> _Data provided_
═══
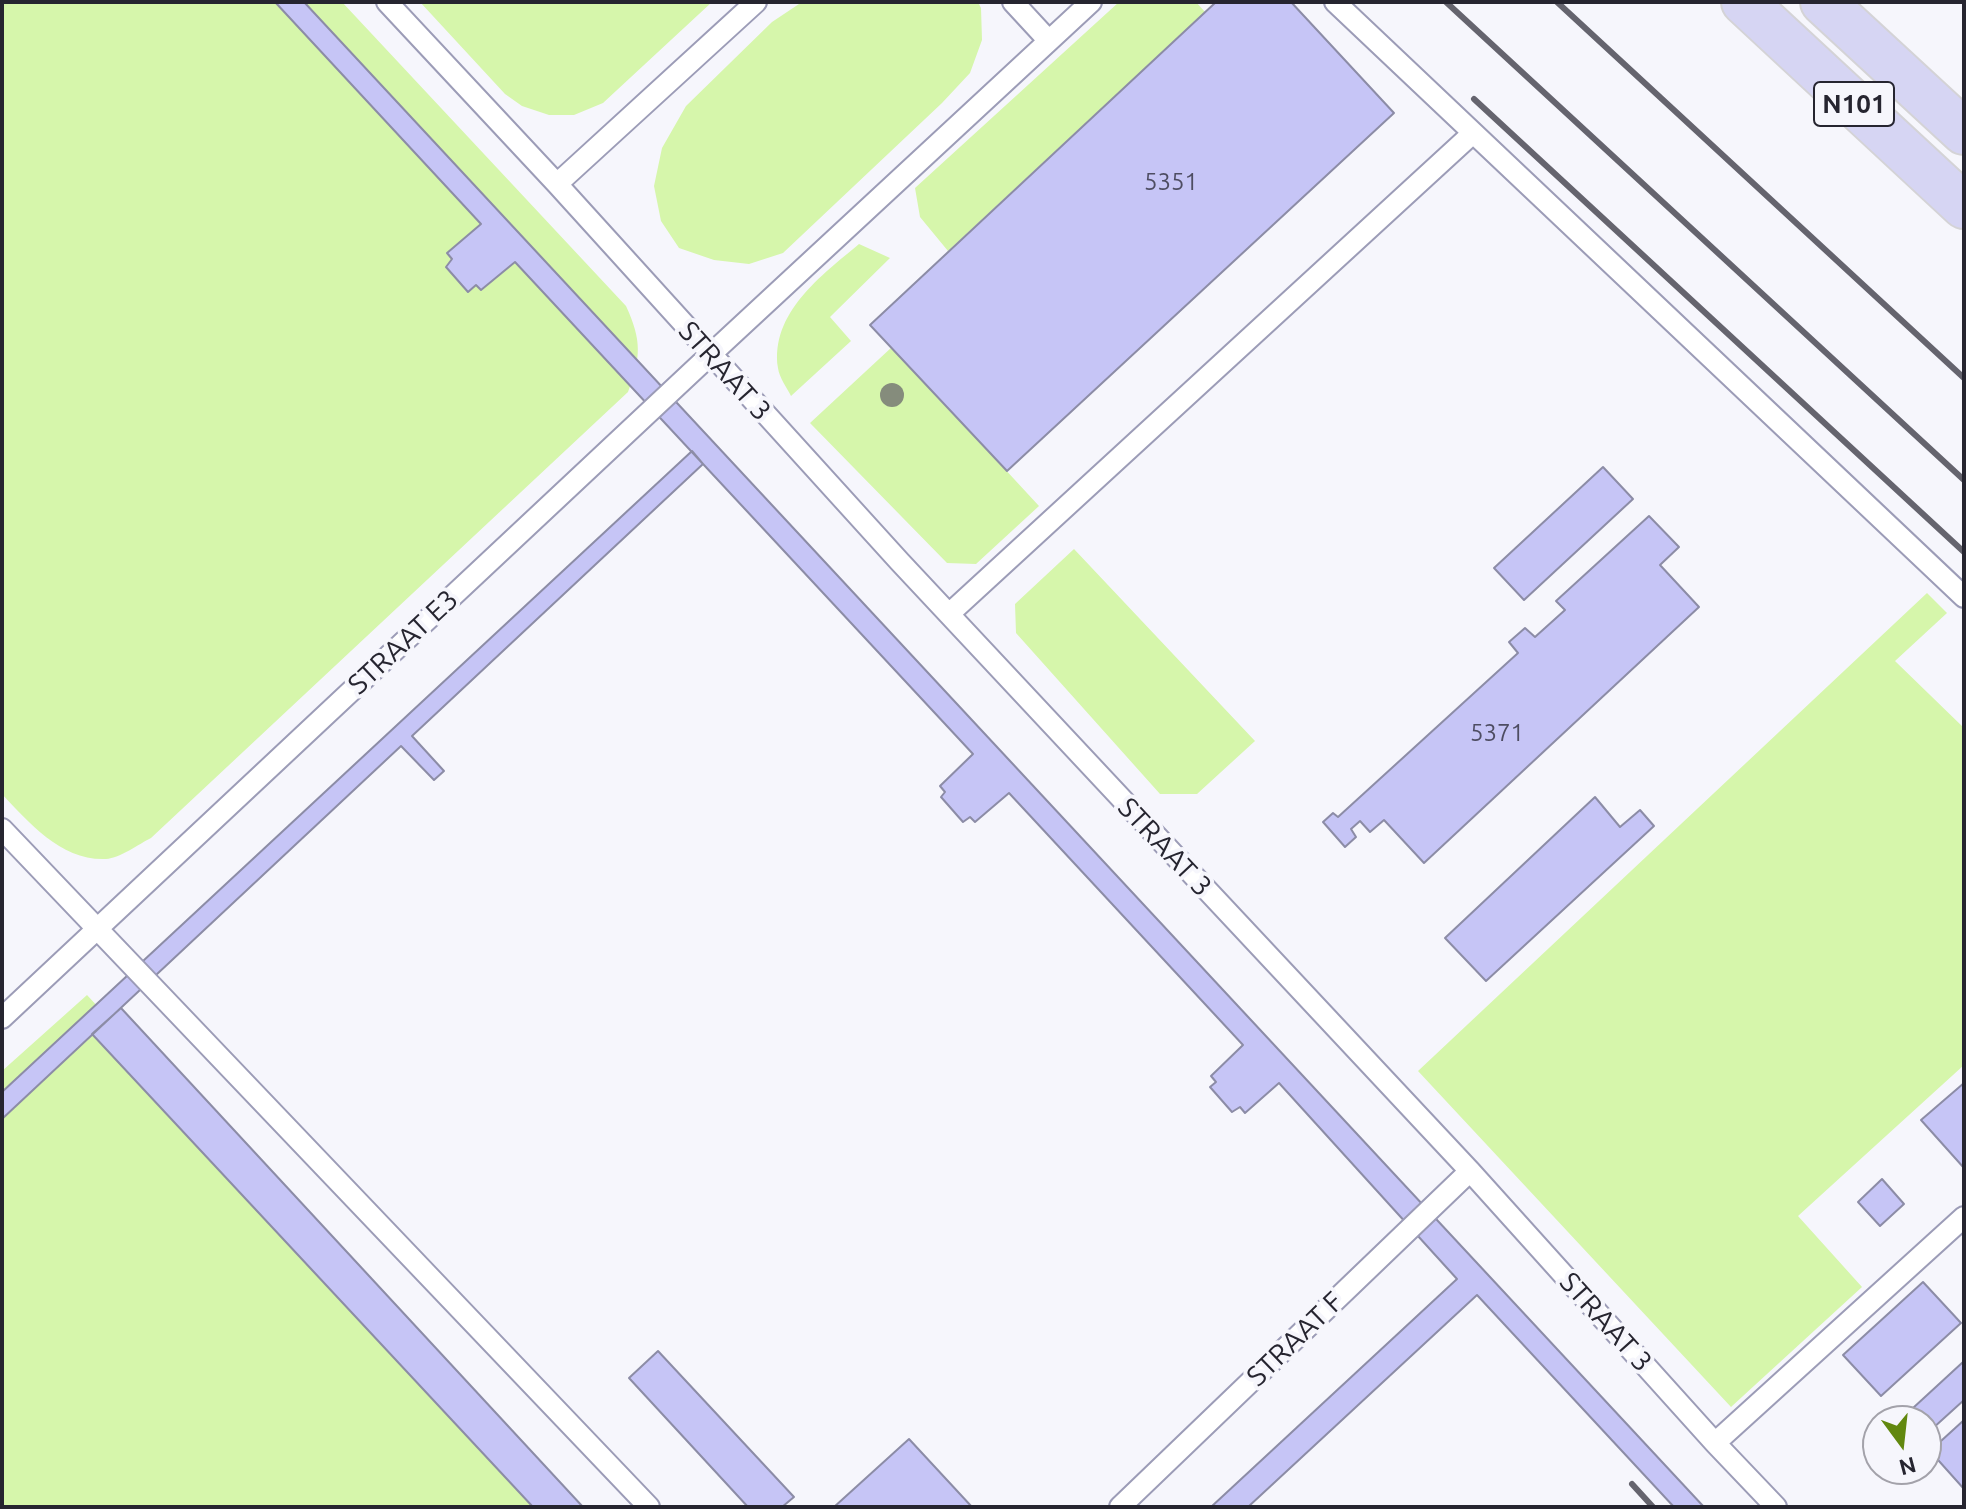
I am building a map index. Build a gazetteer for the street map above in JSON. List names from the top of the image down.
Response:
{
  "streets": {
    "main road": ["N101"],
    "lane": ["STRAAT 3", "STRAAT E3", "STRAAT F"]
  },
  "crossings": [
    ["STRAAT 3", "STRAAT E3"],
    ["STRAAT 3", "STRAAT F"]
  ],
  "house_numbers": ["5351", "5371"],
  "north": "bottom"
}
═══
> _Your goal_
Every line of the material above must be written out exactly, with no pictures.

> _Answer for this exercise_
I am building a map index. Build a gazetteer for the street map above in JSON. List names from the top of the image down.
Response:
{
  "streets": {
    "main road": ["N101"],
    "lane": ["STRAAT 3", "STRAAT E3", "STRAAT F"]
  },
  "crossings": [
    ["STRAAT 3", "STRAAT E3"],
    ["STRAAT 3", "STRAAT F"]
  ],
  "house_numbers": ["5351", "5371"],
  "north": "bottom"
}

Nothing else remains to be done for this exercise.